-- Opening Marker --

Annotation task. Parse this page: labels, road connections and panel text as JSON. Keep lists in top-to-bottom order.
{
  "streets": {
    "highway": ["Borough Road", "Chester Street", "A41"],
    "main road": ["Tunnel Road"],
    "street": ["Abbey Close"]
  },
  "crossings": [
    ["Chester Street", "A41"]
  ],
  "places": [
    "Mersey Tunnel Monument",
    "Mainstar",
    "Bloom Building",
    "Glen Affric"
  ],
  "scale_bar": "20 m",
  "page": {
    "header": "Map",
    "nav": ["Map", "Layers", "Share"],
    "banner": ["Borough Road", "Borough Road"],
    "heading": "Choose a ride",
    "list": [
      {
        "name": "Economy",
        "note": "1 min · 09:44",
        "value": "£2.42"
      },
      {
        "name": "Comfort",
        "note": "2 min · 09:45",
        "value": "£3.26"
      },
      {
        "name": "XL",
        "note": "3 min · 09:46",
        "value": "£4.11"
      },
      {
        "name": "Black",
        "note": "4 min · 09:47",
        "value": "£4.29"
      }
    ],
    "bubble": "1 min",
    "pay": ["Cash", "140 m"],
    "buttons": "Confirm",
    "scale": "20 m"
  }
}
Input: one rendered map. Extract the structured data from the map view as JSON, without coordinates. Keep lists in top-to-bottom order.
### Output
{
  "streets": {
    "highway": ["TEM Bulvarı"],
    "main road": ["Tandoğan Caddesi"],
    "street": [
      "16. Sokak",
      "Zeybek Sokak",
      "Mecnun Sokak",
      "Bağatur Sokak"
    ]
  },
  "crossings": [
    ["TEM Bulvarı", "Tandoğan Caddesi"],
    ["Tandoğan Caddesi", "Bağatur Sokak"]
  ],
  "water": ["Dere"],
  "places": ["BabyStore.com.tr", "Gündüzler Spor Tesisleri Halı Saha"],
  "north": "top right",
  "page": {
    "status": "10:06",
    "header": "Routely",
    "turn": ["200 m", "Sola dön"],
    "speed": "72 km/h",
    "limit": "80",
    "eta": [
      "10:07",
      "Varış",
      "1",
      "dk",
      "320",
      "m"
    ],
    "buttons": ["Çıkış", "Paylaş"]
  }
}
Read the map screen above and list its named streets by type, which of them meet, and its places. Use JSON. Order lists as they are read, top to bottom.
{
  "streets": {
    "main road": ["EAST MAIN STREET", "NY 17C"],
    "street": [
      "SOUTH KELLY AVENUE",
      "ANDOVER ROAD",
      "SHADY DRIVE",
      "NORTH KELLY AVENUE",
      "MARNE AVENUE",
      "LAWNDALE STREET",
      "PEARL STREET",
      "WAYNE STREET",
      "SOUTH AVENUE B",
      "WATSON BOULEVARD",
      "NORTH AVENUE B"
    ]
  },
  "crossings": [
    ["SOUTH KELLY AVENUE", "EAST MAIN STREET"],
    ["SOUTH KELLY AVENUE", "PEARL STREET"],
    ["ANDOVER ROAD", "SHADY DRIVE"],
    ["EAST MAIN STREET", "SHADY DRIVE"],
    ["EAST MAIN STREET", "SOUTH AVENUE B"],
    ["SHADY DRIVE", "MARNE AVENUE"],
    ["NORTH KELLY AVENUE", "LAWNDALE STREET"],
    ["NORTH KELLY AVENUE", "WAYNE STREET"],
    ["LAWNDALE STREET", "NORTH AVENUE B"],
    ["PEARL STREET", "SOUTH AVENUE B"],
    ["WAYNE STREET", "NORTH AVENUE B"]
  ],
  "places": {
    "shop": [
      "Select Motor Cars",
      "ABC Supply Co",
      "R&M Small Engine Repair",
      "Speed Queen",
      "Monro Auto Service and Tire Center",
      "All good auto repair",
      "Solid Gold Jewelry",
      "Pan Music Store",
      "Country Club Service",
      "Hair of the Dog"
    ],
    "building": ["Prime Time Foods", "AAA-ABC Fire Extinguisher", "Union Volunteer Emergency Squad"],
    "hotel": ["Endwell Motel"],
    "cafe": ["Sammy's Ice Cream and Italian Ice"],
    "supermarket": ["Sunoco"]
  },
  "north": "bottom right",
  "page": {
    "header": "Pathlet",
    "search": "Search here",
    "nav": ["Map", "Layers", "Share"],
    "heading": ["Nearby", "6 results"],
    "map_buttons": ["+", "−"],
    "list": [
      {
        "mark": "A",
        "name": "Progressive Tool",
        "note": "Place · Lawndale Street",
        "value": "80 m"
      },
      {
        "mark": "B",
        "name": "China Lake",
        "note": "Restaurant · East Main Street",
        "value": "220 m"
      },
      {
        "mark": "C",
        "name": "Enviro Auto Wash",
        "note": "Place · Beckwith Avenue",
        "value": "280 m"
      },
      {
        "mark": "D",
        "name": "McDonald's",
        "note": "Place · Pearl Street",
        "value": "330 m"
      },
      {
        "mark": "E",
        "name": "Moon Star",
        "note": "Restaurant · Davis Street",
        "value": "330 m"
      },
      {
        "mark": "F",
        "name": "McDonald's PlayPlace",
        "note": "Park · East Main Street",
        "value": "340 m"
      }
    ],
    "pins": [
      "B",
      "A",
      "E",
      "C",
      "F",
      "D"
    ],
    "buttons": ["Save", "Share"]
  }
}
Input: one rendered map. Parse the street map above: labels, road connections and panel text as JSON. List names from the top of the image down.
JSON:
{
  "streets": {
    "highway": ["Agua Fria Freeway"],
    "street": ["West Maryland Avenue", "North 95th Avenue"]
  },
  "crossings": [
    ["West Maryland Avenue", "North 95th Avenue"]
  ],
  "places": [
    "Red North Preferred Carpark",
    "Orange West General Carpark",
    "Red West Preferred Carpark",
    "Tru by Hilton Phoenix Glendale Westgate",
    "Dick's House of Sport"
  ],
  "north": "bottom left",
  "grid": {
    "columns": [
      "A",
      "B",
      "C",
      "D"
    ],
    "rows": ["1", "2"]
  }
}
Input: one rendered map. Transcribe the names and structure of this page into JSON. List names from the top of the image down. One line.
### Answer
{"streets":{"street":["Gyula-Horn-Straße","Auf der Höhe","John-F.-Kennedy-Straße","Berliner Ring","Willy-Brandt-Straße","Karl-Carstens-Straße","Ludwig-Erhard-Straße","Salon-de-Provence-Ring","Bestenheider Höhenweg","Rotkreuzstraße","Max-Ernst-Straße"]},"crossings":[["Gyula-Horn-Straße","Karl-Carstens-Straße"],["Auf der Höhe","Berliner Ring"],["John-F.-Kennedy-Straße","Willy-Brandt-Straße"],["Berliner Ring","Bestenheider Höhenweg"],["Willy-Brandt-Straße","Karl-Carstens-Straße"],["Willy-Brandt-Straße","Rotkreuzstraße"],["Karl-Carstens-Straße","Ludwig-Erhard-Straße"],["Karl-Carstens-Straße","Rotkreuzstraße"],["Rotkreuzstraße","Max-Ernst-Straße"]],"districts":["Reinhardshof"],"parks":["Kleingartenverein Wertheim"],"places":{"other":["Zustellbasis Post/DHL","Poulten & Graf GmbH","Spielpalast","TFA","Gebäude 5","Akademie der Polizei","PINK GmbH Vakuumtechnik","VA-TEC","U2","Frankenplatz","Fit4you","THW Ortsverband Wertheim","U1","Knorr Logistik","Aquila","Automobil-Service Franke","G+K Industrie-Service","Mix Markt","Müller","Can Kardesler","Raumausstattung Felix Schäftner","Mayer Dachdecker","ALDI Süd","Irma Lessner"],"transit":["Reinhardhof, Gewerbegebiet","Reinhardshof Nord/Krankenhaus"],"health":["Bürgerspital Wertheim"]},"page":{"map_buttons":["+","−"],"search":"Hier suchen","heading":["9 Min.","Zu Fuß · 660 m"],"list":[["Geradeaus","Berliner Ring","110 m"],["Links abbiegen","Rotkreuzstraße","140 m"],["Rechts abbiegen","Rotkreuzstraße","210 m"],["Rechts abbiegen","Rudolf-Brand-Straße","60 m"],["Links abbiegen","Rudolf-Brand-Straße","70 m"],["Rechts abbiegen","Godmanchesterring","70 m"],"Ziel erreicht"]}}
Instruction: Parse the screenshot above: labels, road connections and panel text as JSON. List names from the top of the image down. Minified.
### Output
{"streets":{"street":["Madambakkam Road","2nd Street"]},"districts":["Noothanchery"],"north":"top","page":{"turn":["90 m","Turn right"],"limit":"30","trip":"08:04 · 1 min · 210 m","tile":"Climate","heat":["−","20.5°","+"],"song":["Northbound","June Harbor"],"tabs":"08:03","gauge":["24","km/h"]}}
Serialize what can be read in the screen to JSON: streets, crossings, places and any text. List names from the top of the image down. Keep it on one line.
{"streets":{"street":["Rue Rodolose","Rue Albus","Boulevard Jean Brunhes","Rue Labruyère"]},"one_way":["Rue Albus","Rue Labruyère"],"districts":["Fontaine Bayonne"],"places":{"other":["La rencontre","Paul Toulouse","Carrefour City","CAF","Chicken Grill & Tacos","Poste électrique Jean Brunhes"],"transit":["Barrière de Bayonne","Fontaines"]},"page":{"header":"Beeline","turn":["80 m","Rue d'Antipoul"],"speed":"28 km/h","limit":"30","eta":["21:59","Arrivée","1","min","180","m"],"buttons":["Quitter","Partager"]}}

-- Closing Marker --

- _Your goal_
Read through the entries and count the lines where "Caddesi" appears; respond with the number only.

- _Task response_
3